Mention of the governor’s new commissioner nominee for the Department of Agriculture set the tone for Wednesday’s hearing of the Committee of Agriculture and Economic Development. Chairman of the committee, Sen. Javan James Sr., announced that DOA nominee, Louis Petersen, would have to go through the process and come before the body to solidify his position permanently.
David Hall, president of the University of the Virgin Islands, stated the university may be at a loss with the recent nomination of Petersen for commissioner. Petersen is currently the assistant director of the St. Thomas/St. John District for the School of Agriculture at UVI and is “the prime mover of the UVI AgDiscovery Summer Enrichment Program,” according to Hall.
The Enrichment Program is federally funded and open to high school students, both locally and throughout the country, and is held primarily in the St. Croix District. Students are given the opportunity to experience agriculture in its various parts and components, such as visiting farms and engaging with speakers.
“Even if Petersen leaves we would be able to still seek that funding and to keep the program up. It serves as a way to show our kids how rewarding a career in agriculture can be,” said Hall.
Sen. Angel Bolques’s concern for students’ overall development pointed out that of the degrees listed during Hall’s testimony, there was the absence of an agriculture entomology degree. With the rapid development of insecticides and harmful chemicals used to produce food, the study of beneficial insects and pests for fruits, vegetables, and field crops plays an integral role.
Usman Adamu, dean and director of the School of Agriculture, assured senators that there are about two courses pertaining to entomology within the program as well as the extension program. Solely in the extension program, students receive hands-on experience from an experienced entomologist.
“We have a generation of students we must pursue to convince them to get into agriculture as a primary profession,” said James.
Sen. Marvin A. Blyden, placing Hall and Adamu temporarily in the hot seat, inquired about the collaborative efforts between UVI and DOA about both the preservation and distribution of seeds.

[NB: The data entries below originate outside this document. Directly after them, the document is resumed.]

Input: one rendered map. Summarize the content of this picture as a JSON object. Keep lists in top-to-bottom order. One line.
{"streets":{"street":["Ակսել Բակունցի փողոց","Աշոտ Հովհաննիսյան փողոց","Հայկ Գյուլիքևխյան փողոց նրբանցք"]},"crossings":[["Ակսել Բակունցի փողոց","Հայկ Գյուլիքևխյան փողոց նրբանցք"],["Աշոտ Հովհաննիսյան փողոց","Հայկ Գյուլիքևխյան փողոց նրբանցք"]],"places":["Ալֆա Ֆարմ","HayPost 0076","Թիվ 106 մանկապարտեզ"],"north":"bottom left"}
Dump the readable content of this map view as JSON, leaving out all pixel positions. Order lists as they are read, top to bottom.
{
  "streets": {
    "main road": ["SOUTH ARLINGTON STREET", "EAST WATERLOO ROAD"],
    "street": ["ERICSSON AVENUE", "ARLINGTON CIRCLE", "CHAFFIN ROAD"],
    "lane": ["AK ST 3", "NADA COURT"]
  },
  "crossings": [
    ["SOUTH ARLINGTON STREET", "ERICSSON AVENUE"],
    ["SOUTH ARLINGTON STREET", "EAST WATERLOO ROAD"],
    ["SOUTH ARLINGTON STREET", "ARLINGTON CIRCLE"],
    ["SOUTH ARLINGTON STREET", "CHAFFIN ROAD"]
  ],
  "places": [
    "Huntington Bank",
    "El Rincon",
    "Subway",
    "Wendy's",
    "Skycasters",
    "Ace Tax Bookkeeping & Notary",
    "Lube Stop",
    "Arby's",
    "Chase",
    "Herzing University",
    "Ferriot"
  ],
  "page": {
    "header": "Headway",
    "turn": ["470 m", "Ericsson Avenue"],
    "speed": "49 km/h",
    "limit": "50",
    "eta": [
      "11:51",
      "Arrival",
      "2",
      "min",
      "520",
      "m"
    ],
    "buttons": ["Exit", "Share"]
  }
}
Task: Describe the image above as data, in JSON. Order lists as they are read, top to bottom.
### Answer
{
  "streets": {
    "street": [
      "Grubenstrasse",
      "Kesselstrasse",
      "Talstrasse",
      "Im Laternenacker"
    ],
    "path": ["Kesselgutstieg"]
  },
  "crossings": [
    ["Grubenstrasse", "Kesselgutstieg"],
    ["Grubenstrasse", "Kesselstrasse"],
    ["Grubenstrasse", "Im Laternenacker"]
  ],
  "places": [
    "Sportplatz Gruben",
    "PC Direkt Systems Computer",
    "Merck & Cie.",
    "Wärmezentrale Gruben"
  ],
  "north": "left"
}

In December 2021, both Blyden and Sen. Samuel Carrion collaborated on Act 8504, which requires DOA and UVI to plan, create and develop a program of community seed banks to store and preserve seeds. The purpose of establishing the program is to battle the dangers of climate change, natural disasters, and the overall destruction of crops and plant life.
Both Hall and Adamu stated that the former commissioner of DOA did not reach out to them regarding the matter, and they were not aware of the Act’s existence. Adamu did, however, place on the record that they are working with DOA on the distribution of seeds, more recently during the annual Agriculture Fair and other events.
Hall stated that UVI is currently utilizing technology from the “data science folks with the green science division” in surveying locations throughout the territory. The survey is to assist with pinpointing areas suitable and sustainable for further agricultural use.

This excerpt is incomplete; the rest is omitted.